/---

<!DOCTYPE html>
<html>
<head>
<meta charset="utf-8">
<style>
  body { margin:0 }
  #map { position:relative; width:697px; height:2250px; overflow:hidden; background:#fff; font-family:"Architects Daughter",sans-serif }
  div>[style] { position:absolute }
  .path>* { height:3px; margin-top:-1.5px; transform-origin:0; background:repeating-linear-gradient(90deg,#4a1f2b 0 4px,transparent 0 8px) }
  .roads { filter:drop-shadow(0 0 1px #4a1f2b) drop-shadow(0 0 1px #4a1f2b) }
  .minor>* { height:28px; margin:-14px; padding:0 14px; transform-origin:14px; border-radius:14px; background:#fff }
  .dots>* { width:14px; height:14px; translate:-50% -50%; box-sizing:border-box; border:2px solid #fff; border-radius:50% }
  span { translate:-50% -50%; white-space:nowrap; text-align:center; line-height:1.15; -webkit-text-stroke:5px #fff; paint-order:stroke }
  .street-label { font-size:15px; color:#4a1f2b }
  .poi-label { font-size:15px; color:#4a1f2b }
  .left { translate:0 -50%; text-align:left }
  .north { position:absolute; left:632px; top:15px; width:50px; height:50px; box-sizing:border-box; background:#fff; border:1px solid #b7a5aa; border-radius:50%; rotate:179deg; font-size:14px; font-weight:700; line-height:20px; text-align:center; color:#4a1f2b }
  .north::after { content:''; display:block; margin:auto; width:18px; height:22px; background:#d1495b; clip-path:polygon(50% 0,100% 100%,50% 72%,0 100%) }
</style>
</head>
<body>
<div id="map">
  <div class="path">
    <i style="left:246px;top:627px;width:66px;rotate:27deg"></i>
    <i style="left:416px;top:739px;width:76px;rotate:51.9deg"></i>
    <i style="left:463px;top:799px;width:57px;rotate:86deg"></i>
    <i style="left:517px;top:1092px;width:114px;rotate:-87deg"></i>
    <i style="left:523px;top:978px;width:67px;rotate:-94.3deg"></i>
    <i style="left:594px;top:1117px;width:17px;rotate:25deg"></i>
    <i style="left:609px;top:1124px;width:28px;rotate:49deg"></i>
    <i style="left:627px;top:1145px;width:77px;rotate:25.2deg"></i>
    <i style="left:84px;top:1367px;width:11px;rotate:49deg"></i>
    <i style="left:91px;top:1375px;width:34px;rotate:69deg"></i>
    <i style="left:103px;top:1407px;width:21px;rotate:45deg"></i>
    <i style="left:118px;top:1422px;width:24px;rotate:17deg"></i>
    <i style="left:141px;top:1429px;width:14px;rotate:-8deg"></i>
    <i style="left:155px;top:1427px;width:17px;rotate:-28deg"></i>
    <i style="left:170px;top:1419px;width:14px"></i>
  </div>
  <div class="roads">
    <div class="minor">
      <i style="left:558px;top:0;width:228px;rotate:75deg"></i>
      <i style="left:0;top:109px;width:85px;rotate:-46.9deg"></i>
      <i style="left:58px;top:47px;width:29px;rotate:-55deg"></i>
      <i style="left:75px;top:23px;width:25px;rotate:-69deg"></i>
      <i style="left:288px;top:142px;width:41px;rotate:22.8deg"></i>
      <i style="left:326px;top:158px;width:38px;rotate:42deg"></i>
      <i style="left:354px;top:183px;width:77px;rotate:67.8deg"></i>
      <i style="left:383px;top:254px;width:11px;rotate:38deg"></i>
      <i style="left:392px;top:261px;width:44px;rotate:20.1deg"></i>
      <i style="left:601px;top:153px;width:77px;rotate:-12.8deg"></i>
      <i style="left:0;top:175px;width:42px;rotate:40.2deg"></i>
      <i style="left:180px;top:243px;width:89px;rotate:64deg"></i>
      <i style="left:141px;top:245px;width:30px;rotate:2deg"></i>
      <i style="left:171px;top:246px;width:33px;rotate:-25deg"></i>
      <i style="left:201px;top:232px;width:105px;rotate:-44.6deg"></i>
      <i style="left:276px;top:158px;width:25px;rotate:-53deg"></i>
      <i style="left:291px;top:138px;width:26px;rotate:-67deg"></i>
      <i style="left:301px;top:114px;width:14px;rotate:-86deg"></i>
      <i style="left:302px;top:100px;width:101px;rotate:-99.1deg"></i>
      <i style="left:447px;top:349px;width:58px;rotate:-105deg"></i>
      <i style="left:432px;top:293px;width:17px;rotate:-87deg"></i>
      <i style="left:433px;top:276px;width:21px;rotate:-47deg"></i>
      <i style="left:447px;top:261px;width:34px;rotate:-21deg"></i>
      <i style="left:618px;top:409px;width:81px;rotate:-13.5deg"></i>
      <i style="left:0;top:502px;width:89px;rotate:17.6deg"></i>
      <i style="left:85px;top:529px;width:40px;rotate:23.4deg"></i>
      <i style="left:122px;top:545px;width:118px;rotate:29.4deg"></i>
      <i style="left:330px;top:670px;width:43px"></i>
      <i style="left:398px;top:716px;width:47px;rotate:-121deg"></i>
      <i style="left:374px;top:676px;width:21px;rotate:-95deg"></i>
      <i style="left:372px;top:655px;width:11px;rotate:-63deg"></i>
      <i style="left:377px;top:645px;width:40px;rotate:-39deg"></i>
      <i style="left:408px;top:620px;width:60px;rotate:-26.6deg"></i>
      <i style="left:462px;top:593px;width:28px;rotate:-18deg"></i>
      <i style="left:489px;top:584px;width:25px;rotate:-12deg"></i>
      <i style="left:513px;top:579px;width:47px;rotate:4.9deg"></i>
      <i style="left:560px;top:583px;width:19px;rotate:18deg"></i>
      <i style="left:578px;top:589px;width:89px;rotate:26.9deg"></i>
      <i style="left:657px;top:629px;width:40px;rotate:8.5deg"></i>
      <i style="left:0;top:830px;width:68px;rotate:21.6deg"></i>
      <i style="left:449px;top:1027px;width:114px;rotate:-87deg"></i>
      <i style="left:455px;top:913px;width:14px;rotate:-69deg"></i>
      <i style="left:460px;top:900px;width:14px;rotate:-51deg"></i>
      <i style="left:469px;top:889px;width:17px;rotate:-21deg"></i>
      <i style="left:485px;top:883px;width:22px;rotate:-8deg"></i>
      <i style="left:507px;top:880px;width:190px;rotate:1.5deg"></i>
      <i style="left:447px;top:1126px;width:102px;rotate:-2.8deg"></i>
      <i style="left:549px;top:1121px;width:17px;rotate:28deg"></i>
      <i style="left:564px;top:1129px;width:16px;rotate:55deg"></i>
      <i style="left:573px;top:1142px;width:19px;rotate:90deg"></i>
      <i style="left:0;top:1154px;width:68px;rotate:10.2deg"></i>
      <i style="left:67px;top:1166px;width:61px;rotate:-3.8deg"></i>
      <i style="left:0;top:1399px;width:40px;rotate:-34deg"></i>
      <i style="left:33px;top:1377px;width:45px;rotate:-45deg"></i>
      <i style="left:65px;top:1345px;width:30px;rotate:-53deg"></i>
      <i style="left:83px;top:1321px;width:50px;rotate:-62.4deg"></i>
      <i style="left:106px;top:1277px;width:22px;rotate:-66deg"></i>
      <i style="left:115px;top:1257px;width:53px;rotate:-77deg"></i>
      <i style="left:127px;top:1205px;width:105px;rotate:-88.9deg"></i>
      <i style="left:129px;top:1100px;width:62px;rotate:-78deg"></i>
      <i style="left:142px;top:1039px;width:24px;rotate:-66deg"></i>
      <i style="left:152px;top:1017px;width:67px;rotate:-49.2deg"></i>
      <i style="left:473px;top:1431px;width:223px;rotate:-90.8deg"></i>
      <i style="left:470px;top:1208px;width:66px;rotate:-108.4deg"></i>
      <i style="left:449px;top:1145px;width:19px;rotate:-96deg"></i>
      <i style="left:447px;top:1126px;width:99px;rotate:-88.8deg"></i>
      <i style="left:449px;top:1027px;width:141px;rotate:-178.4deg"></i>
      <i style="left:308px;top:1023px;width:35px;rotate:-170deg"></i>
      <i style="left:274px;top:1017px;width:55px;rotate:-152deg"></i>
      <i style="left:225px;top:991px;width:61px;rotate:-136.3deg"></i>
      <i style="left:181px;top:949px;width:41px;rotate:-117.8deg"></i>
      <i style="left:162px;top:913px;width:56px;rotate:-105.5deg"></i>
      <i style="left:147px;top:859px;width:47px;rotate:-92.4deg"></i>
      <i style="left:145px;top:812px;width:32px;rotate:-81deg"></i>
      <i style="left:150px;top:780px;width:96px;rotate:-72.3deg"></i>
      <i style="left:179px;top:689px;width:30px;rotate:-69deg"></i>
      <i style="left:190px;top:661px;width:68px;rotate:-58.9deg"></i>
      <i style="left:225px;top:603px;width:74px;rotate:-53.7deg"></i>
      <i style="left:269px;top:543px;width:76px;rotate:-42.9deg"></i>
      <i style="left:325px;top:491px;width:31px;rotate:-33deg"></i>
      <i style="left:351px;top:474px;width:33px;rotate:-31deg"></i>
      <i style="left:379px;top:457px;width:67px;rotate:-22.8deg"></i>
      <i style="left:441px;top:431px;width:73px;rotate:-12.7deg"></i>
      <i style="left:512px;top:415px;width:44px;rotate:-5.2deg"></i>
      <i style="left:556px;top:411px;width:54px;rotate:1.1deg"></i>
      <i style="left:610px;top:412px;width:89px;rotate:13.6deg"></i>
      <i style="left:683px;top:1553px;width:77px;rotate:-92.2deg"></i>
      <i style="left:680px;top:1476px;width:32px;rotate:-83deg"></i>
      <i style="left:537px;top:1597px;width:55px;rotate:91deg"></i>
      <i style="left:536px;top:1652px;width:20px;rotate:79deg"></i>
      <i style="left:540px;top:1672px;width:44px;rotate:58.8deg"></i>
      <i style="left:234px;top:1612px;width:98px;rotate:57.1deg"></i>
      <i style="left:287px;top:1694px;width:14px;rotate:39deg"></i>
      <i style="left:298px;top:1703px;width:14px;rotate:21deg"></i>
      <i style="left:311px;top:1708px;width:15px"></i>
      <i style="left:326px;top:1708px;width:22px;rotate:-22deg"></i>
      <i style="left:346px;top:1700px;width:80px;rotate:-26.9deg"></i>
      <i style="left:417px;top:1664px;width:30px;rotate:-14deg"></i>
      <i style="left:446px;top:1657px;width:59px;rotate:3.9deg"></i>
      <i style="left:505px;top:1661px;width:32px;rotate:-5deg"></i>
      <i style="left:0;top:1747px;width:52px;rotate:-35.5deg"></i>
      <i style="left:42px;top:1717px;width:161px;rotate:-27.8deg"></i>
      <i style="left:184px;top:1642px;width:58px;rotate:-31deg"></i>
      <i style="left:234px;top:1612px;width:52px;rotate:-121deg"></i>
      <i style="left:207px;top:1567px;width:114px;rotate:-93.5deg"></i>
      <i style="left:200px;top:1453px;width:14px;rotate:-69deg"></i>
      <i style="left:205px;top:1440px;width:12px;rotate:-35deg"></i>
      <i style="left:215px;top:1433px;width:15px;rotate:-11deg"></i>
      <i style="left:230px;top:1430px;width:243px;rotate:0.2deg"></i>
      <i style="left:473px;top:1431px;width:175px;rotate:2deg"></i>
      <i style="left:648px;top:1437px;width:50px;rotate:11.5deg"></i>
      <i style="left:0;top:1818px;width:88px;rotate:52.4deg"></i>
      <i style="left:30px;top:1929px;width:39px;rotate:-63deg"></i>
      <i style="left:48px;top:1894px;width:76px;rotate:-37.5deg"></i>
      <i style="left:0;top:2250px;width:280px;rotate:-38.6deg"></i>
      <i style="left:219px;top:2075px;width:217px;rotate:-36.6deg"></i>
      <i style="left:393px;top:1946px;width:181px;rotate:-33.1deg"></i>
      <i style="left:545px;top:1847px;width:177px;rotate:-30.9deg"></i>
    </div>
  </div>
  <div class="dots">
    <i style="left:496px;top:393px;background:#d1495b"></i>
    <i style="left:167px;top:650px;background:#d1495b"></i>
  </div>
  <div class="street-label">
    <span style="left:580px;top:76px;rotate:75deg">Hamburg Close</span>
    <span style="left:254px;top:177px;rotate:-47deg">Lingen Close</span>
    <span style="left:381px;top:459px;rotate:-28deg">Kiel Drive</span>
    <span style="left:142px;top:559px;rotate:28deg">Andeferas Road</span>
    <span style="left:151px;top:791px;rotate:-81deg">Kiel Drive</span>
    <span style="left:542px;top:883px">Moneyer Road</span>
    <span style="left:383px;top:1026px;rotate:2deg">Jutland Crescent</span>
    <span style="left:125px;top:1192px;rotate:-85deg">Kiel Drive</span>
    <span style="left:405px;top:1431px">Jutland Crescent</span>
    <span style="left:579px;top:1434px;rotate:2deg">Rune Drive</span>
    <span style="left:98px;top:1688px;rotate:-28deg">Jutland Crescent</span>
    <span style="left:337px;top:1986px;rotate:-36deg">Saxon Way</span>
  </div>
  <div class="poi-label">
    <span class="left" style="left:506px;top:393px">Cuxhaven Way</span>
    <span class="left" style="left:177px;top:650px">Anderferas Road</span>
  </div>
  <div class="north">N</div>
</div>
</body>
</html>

\---

◆ WORK REQUIRED
Please give back the records exactly as written, beginning at the first line and including the line that holds "position:relative; width:697px; height:2250px;" as the last.

◆ TASK RESULT
<!DOCTYPE html>
<html>
<head>
<meta charset="utf-8">
<style>
  body { margin:0 }
  #map { position:relative; width:697px; height:2250px; overflow:hidden; background:#fff; font-family:"Architects Daughter",sans-serif }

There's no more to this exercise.